Malgré la loi du 13 juillet 1972 qui instaurait le principe d’égalité entre les hommes et femmes au sein des armées en supprimant les distinctions statutaires entre militaires des deux sexes, il aura fallu attendre 1998 pour supprimer la notion de quotas limitant l’accès des femmes à certains postes**. L’armée espagnole n’échappe pas non plus aux violences faites à ses femmes soldates. J’en veux pour preuve l’affaire concernant la capitaine Zaida Cantero, accusant le colonel José de Lezcano-Mújica de harcèlement sexuel. Elle a réussi à le faire condamner par le Tribunal Suprême espagnol à presque trois ans de prison, après une course d’obstacles administratifs. Mais à partir de cette relative victoire judiciaire, la carrière de la Capitaine Cantero a été freinée. Le grade de Commandant semble lui être difficile d’accès.
En France, devant la pression, Jean-Yves Le Drian, ministre de la Défense, a promis de prendre en considération le harcèlement des femmes engagées dans l’Armée française.
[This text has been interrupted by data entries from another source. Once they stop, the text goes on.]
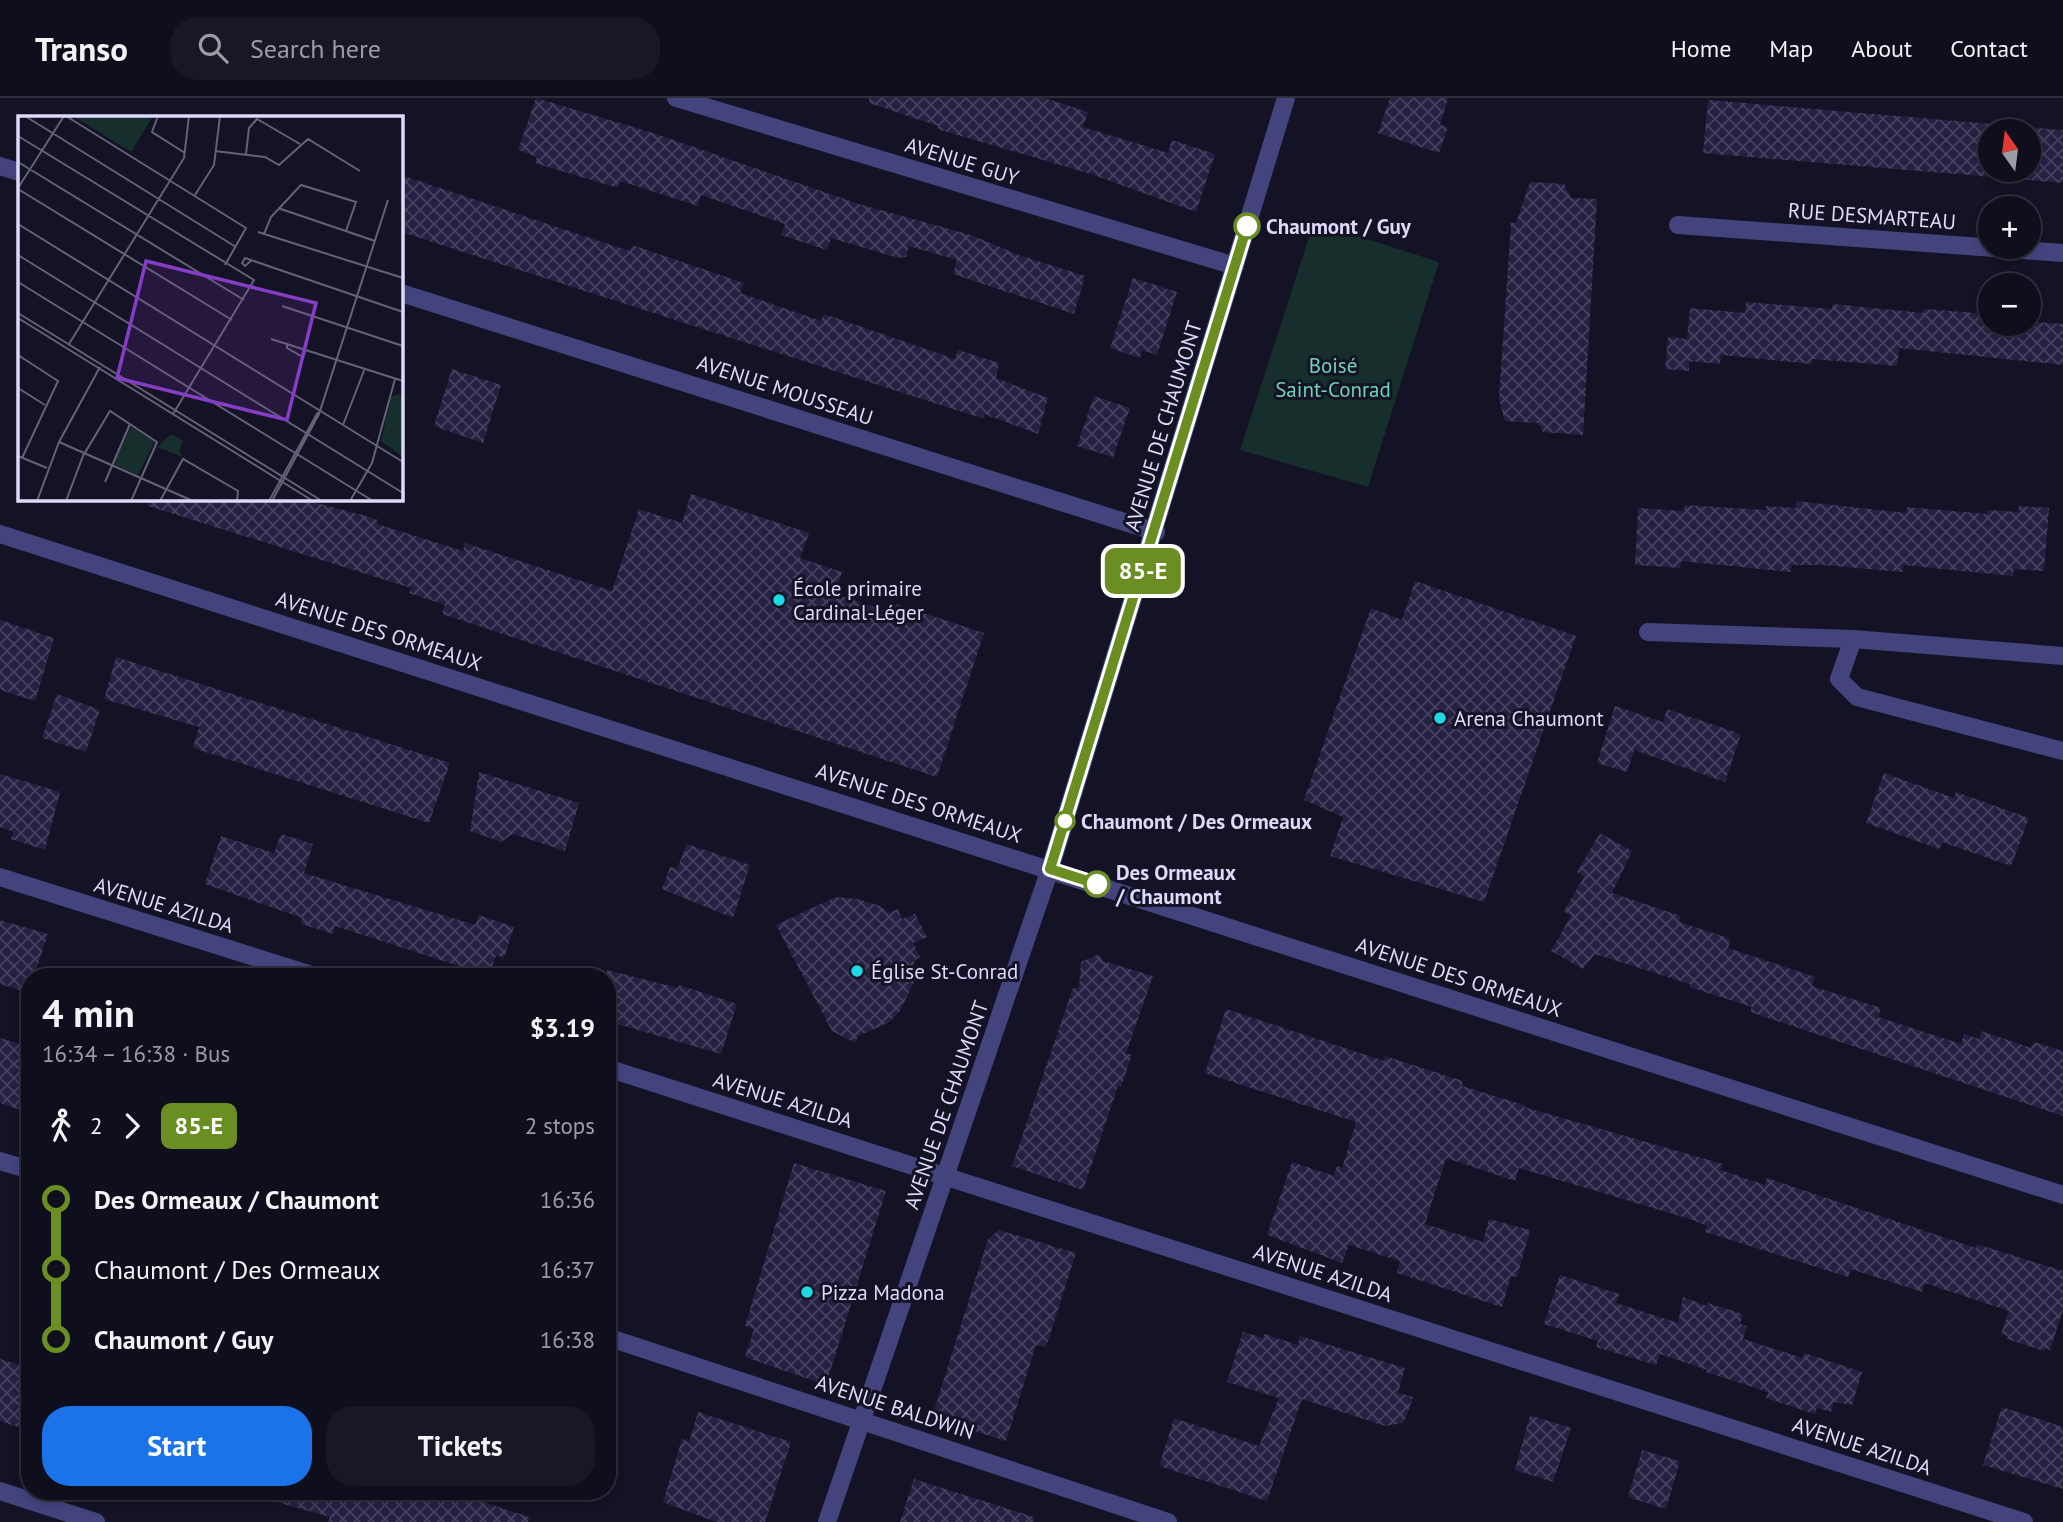 <!DOCTYPE html>
<html lang="en">
<head>
<meta charset="utf-8">
<style>
  body { margin:0; font-family:"PT Sans",sans-serif; background:#181725; color:#f1f3f6; height:100vh; display:flex; flex-direction:column; font-size:26px; white-space:nowrap }
  * { box-sizing:border-box; margin:0 }
  p { font-size:23px; color:#9b9ca3 }
  .icon { flex:none; width:38px; height:38px; fill:none; stroke:currentColor; stroke-width:2; stroke-linecap:round; stroke-linejoin:round }
  .map { position:relative; flex:1; overflow:hidden }
  .panel { position:absolute; left:21px; top:870px; width:595px; height:532px; display:flex; flex-direction:column; background:#0f0e1c; border-radius:28px; box-shadow:0 4px 10px #0003,0 0 0 2px #2f2e3b }
  .panel>* { flex:none }
  .badge { padding:0 14px; border-radius:10px; font-size:24px; line-height:46px }
  .needle { width:46px; rotate:346deg }
  .buttons { position:absolute; left:1978px; top:21px; display:grid; gap:14px }
  .buttons a { display:grid; place-items:center; width:63px; height:63px; border-radius:50%; background:#0f0e1c; box-shadow:0 4px 10px #0003,0 0 0 2px #2f2e3b; font-size:35px }
  .map>.badge { position:absolute; translate:-50% -50%; box-shadow:0 0 0 4px #fff }
  .legs { display:flex; align-items:center; gap:10px; height:77px; padding:0 21px; font-size:23px }
  .legs p { margin-inline-start:auto }
  .headline { display:flex; align-items:center; justify-content:space-between; height:119px; padding:0 21px }
  h1 { font-size:38px; font-weight:700; line-height:52px }
  .action { display:flex; gap:14px; margin-top:auto; padding:14px 21px }
  .action a { flex:1; height:80px; border-radius:28px; background:#1a73e8; color:#fff; font-size:28px; font-weight:700; line-height:80px; text-align:center }
  .action a+a { background:#181725; color:#f1f3f6 }
  ul { padding:0 21px; list-style:none }
  li { display:flex; align-items:center; gap:24px; height:70px; font-size:26px }
  li i { display:grid; place-items:center; width:10px; height:100%; margin:0 9px; background:currentColor }
  li i::after { content:''; width:18px; height:18px; margin:-9px; border:5px solid; border-radius:50%; background:#0f0e1c }
  li p { margin-inline-start:auto }
  li:first-child i { background:linear-gradient(#0000 50%,currentColor 0) }
  li:last-child i { background:linear-gradient(currentColor 50%,#0000 0) }
  header { display:flex; align-items:center; gap:42px; box-sizing:border-box; height:98px; padding:0 35px; background:#0f0e1c; border-bottom:2px solid #2f2e3b }
  header strong { font-size:33px }
  nav { display:flex; gap:38px; margin-inline-start:auto; font-size:24px }
  .search { width:490px; height:63px; background:#181725; display:flex; align-items:center; gap:18px; box-sizing:border-box; padding:0 24px; border-radius:28px; color:#9b9ca3; font-size:26px }
  .map>svg:first-child { display:block }
</style>
</head>
<body>
<header>
<strong>Transo</strong>
<div class="search"><svg class="icon" aria-label="search" viewBox="0 0 24 24"><circle cx="10" cy="10" r="6"/><path d="M15 15l6 6"/></svg>Search here</div>
<nav><a>Home</a><a>Map</a><a>About</a><a>Contact</a></nav>
</header>
<div class="map">
<svg width="2063" height="1424" viewBox="0 0 2063 1424">
  <defs>
    <pattern id="building-cross-hatch" width="8" height="8" patternUnits="userSpaceOnUse" patternTransform="scale(1.75)"><rect width="8" height="8" fill="#262143"/><path d="M0 0l8 8M0 8l8-8" fill="none" stroke="#45415f"/></pattern>
  </defs>
  <rect width="100%" height="100%" fill="#141225"/>
  <path fill="#162e2c" d="M1314 124 1439 164 1368 389 1240 352Z"/>
  <g fill="url(#building-cross-hatch)" fill-rule="evenodd">
    <path d="M536 0 650 34 859 106 971 137 1019 157 1085 178 1074 216 953 176 957 162 909 148 906 159 898 160 831 140 827 152 781 137 785 126 701 97 698 108 624 84H619L618 90 535 65 537 59 518 52Z"/>
    <path d="M869 0H1044L1088 14 1083 29 1168 55 1172 42 1215 56 1196 114 1091 76 937 31 938 28 869 5Z"/>
    <path d="M1390 0H1448L1440 27 1448 29 1439 55 1378 35Z"/>
    <path d="M1708 2 2063 32V85L1703 55ZM1990 33H2028V72H1990Z"/>
    <path d="M401 77 569 133 630 153 632 147 744 185 740 195 821 223 824 216 955 261 958 252 999 265 996 280 1048 300 1038 336 984 316 983 320 959 313 401 134Z"/>
    <path d="M1530 84 1564 86 1571 100 1597 101 1583 337 1543 334 1538 325 1505 323 1499 301 1511 125H1516Z"/>
    <path d="M1133 180 1177 194 1157 257 1142 252 1140 260 1110 250Z"/>
    <path d="M1746 204 1832 211 1833 206 1923 215 1924 211 1990 216V226H2028V219L2036 220V224L2063 226V267L1899 250 1897 268 1812 261V266L1721 257 1720 266 1689 263V273L1665 271 1668 239 1687 241 1690 210 1745 215Z"/>
    <path d="M452 271 501 287 483 345 434 328Z"/>
    <path d="M1094 298 1130 310 1113 359 1077 348Z"/>
    <path d="M691 396 809 435 800 460 842 474 835 496 893 515 896 506 984 535 937 679 442 516 445 507 409 495 411 490 148 408 149 401H301L366 418 378 422 377 426 463 453 465 445 612 493 639 411 682 425Z"/>
    <path d="M1796 403 1906 415 1907 409 1987 416 1988 412 2018 414 2019 408 2049 410 2044 473 2014 471 2013 478 1903 467V474L1822 467H1792L1791 474 1681 463 1680 470 1635 467 1638 410 1684 413 1685 407 1766 412V408L1796 410Z"/>
    <path d="M1415 483 1576 538 1484 804 1330 758 1343 719 1304 702 1371 510 1402 522Z"/>
    <path d="M0 522 54 540 35 603 0 592Z"/>
    <path d="M116 559 450 665 429 725 193 650 199 629 104 601Z"/>
    <path d="M57 596 100 612 86 654 42 640Z"/>
    <path d="M1615 608 1663 624 1667 611 1741 636 1725 684 1634 652 1627 674 1597 665Z"/>
    <path d="M479 674 579 705 565 753 513 736 501 744 470 733Z"/>
    <path d="M1884 675 1954 700 1956 694 2029 720 2011 768 1942 744 1939 751 1866 725Z"/>
    <path d="M0 676 60 694 45 752 11 741 13 734 0 729Z"/>
    <path d="M1600 735 1632 753 1612 795 1681 818 1679 824 1731 841 1728 850 1815 879 1812 888 1881 910 1878 919 1961 946 1964 936 1979 941 1981 933 2031 950 2034 944 2063 953V1018L1750 914 1752 909 1689 889 1690 886 1595 856 1583 871 1551 853 1571 818 1564 813 1584 779 1577 774Z"/>
    <path d="M281 736 313 746 304 775 475 827 479 817 514 829 504 860 496 857 489 878H474L461 874 462 869 335 828 333 836 301 826 302 820 205 786 221 738 274 755Z"/>
    <path d="M687 746 750 767 733 820 662 791 670 769 677 771Z"/>
    <path d="M836 799 858 801 880 808 889 815 898 811 902 821 915 816 927 839 913 845 920 859 914 863 915 882 900 913 888 925 858 938 855 945 832 933 776 827Z"/>
    <path d="M0 822 48 836 34 878H30L29 895 0 886Z"/>
    <path d="M1099 856 1103 863 1153 878 1126 955 1132 957 1121 989 1118 988 1083 1092 1012 1068 1073 890H1079L1081 864Z"/>
    <path d="M607 872 678 890 679 887 737 906 721 956 607 923Z"/>
    <path d="M1226 911 1384 963 1385 958 1463 983 1462 988 1524 1007V1009L1723 1066 1721 1072 1765 1087 1767 1080 1976 1150 1977 1146 2063 1173V1212L2050 1252 2045 1250 2044 1253 2007 1241 2008 1238 2001 1236 2009 1213 1925 1185 1922 1194 1851 1171 1848 1179 1705 1134 1707 1128 1693 1122 1519 1070 1515 1083 1446 1060 1425 1126 1483 1144 1489 1121 1530 1132 1517 1179 1511 1178 1502 1209 1397 1175 1400 1163 1349 1147 1342 1165 1267 1137 1292 1064 1334 1078 1337 1068 1342 1070 1356 1024 1205 975Z"/>
    <path d="M0 940 30 949V1015L0 1005Z"/>
    <path d="M794 1065 886 1093 826 1287 745 1259 754 1231 745 1228Z"/>
    <path d="M999 1132 1076 1155 1046 1249 1036 1247 1006 1343 932 1319 988 1141Z"/>
    <path d="M1560 1177 1619 1196 1616 1205 1678 1225 1683 1199 1707 1208 1708 1205 1743 1216 1740 1226 1747 1228 1743 1241 1803 1260 1805 1255 1862 1274 1852 1307 1834 1304 1831 1314 1817 1310 1815 1316 1766 1300 1768 1294 1706 1274 1707 1272 1660 1256 1656 1267 1596 1249 1598 1243 1544 1226Z"/>
    <path d="M1243 1234 1263 1240 1264 1236 1298 1247 1300 1238 1405 1270 1398 1295 1413 1299 1407 1317 1403 1325 1385 1328 1302 1301 1267 1403 1159 1368 1174 1320 1259 1348 1279 1300 1227 1284Z"/>
    <path d="M0 1261 30 1270V1333L0 1323Z"/>
    <path d="M2002 1309 2063 1329V1391L1983 1367Z"/>
    <path d="M698 1314 791 1344 765 1424H716L663 1404 682 1341 689 1344Z"/>
    <path d="M1530 1317 1571 1330 1553 1384 1515 1372Z"/>
    <path d="M1642 1352 1680 1363 1666 1411 1628 1399Z"/>
    <path d="M914 1381 1034 1419V1424H900Z"/>
    <path d="M263 1393H449L529 1419 528 1424H328L330 1419 262 1400Z"/>
  </g>
  <g fill="none" stroke-linecap="round" stroke-linejoin="round">
    <g stroke="#43447e" stroke-width="18">
      <path d="M676 0 1235 168"/>
      <path d="M0 68 19 74"/>
      <path d="M1678 127 2063 155"/>
      <path d="M401 195 1156 434"/>
      <path d="M0 436 2063 1097"/>
      <path d="M1648 534 1853 541 2063 558"/>
      <path d="M1853 541 1839 581 1857 599 2063 653"/>
      <path d="M0 779 315 878"/>
      <path d="M607 970 2024 1424"/>
      <path d="M0 1063 30 1072"/>
      <path d="M607 1239 1168 1424"/>
      <path d="M0 1393 96 1424"/>
      <path d="M827 1424 1050 771 1286 0"/>
    </g>
  </g>
  <g fill="none" stroke-linecap="round" stroke-linejoin="round">
    <defs>
      <path id="line-1" d="M1097 786 1050 771 1247 128"/>
    </defs>
    <use href="#line-1" stroke="#fff" stroke-width="16"/>
    <use href="#line-1" stroke="#6b8e23" stroke-width="10"/>
  </g>
  <g fill="#fff" stroke="#6b8e23" stroke-width="3.5">
    <circle cx="1247" cy="128" r="12"/>
    <circle cx="1065" cy="723" r="9"/>
    <circle cx="1097" cy="786" r="12"/>
  </g>
  <g fill="#1ed8e3" stroke="#141225" stroke-width="2.5">
    <circle cx="779" cy="502" r="7"/>
    <circle cx="1440" cy="620" r="7"/>
    <circle cx="857" cy="873" r="7"/>
    <circle cx="807" cy="1194" r="7"/>
  </g>
  <g text-anchor="middle" dominant-baseline="central" stroke-width="6" stroke-linejoin="round" paint-order="stroke">
    <g font-size="21" fill="#dddafa" stroke="#141225">
      <text transform="translate(962 63) rotate(17)">AVENUE GUY</text>
      <text transform="translate(1872 118) rotate(4)">RUE DESMARTEAU</text>
      <text transform="translate(785 292) rotate(18)">AVENUE MOUSSEAU</text>
      <text transform="translate(1163 328) rotate(-73)">AVENUE DE CHAUMONT</text>
      <text transform="translate(379 533) rotate(18)">AVENUE DES ORMEAUX</text>
      <text transform="translate(919 705) rotate(18)">AVENUE DES ORMEAUX</text>
      <text transform="translate(164 807) rotate(17)">AVENUE AZILDA</text>
      <text transform="translate(1459 879) rotate(18)">AVENUE DES ORMEAUX</text>
      <text transform="translate(783 1002) rotate(17)">AVENUE AZILDA</text>
      <text transform="translate(946 1007) rotate(-71)">AVENUE DE CHAUMONT</text>
      <text transform="translate(1323 1175) rotate(18)">AVENUE AZILDA</text>
      <text transform="translate(895 1309) rotate(18)">AVENUE BALDWIN</text>
      <text transform="translate(1862 1348) rotate(18)">AVENUE AZILDA</text>
    </g>
    <g font-size="21" font-weight="bold" fill="#dddafa" stroke="#141225" text-anchor="start">
      <text x="1266" y="128">Chaumont / Guy</text>
      <text x="1081" y="723">Chaumont / Des Ormeaux</text>
      <text x="1116" y="774">Des Ormeaux<tspan x="1116" dy="24">/ Chaumont</tspan></text>
    </g>
    <g font-size="21" fill="#6fd2b5" stroke="#141225">
      <text x="1333" y="267">Boisé<tspan x="1333" dy="24">Saint-Conrad</tspan></text>
    </g>
    <g font-size="21" fill="#dddafa" stroke="#141225" text-anchor="start">
      <text x="793" y="490">École primaire<tspan x="793" dy="24">Cardinal-Léger</tspan></text>
      <text x="1454" y="620">Arena Chaumont</text>
      <text x="871" y="873">Église St-Conrad</text>
      <text x="821" y="1194">Pizza Madona</text>
    </g>
  </g>
  <g transform="translate(18 18)">
    <rect width="385" height="385" fill="#141225"/>
    <path d="M55 0H135L113 36ZM113 311 137 325 120 359 95 348ZM154 318 165 325 161 335 165 341 139 331Z" fill="#162e2c"/>
    <path d="M381 278 385 283V341L363 325 373 281Z" fill="#162e2c"/>
    <path fill="none" stroke="#64627a" stroke-width="2" d="M7 0 218 131M48 0 228 112 207 149M140 0 134 16 167 37M0 20 236 164 155 298M197 35 247 41 261 49 290 23 342 55M228 38 231 12 239 3 282 28M0 46 226 184M0 72 46 0M0 73 214 204M177 79 196 49 202 0M260 92 357 125M0 108 385 346M240 116 385 162M246 118 253 101 283 69 338 86 328 115M0 139 385 377M234 144 227 150 224 147 227 142 385 196M0 166 355 385M264 190 385 230M0 197 304 385M0 202 295 385M253 223 385 265M269 227V232L285 241 288 233M51 228 166 42 171 0M0 239 40 265 4 342M0 272 27 289M325 309 347 252M41 326 175 385M0 340 29 352M87 366 112 308M19 385 41 326 82 251M48 385 65 340 92 295 139 326 113 385M142 385 165 343 220 375 219 385M251 385 300 296M254 385 301 298 370 84M332 385 354 347 377 263"/>
    <path fill="#853dc5" fill-opacity="0.15" stroke="#853dc5" stroke-width="3.5" d="M128 145 298 187 269 304 99 262Z"/>
    <rect width="385" height="385" fill="none" stroke="#dddafa" stroke-width="3.5"/>
  </g>
</svg>
<div class="buttons">
<a><svg class="needle" viewBox="-14 -14 28 28"><path d="M0-13l5 13h-10z" fill="#e53935"/><path d="M0 13l5-13h-10z" fill="#9b9ca3"/></svg></a>
<a>+</a>
<a>−</a>
</div>
<b class="badge" style="left:1143px;top:473px;background:#6b8e23;color:#fff">85-E</b>
<section class="panel">
<div class="headline"><div><h1>4 min</h1><p>16:34 – 16:38 · Bus</p></div><b>$3.19</b></div>
<div class="legs"><svg class="icon" aria-label="walk" viewBox="0 0 24 24"><circle cx="13" cy="4" r="2"/><path d="M13 8l-2 6 4 7M11 14l-3 7M7 12l3-4h3l4 4"/></svg>2<svg class="icon" aria-label="forward" viewBox="0 0 24 24"><path d="M9 5l7 7-7 7"/></svg><b class="badge" style="background:#6b8e23;color:#fff">85-E</b><p>2 stops</p></div>
<ul>
<li><i style="color:#6b8e23"></i><b>Des Ormeaux / Chaumont</b><p>16:36</p></li>
<li><i style="color:#6b8e23"></i><span>Chaumont / Des Ormeaux</span><p>16:37</p></li>
<li><i style="color:#6b8e23"></i><b>Chaumont / Guy</b><p>16:38</p></li>
</ul>
<div class="action"><a>Start</a><a>Tickets</a></div>
</section>
</div>
</body>
</html>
Il souhaite que cette question soir explicitement mentionnée dans le Code de la Défense. Pourtant leurs plaintes sont rarement étudiées avec attention. Admettre les viols et le harcèlement au sein de l’armée française serait admettre une faille de ce système, serait admettre que ceux qui ont pour mission de « nous » défendre sont aussi dangereux que n’importe quel ennemi… Alors certain-e-s préfèrent fermer les yeux et se boucher les oreilles.
Patrice K
* Le taux de féminisation de l’Armée française place le pays au premier rang des nations européennes dans ce domaine. La France compte 20 femmes au grade de Générale (sur 531 personnes à ce grade) ** En France, les postes de sous-officiers dans les escadrons de gendarmerie mobile demeurent encore spécifiquement réservés aux hommes, tandis que les postes à bord des sous-marins de guerre devraient s’ouvrir aux femmes en 2017.
– Conseil de lecture pour approfondir sur le sujet : « La Guerre invisible. Révélations sur les violences sexuelles dans l’armée française ». Leila Miñano & Julia Pascual (2014) [Éditions Les Arènes]
– Le N° 43 du magazine Causette (mars 2014) consacre un article sur le sujet des violences sexuelles dont sont victimes les femmes militaires au sein de l’armée française.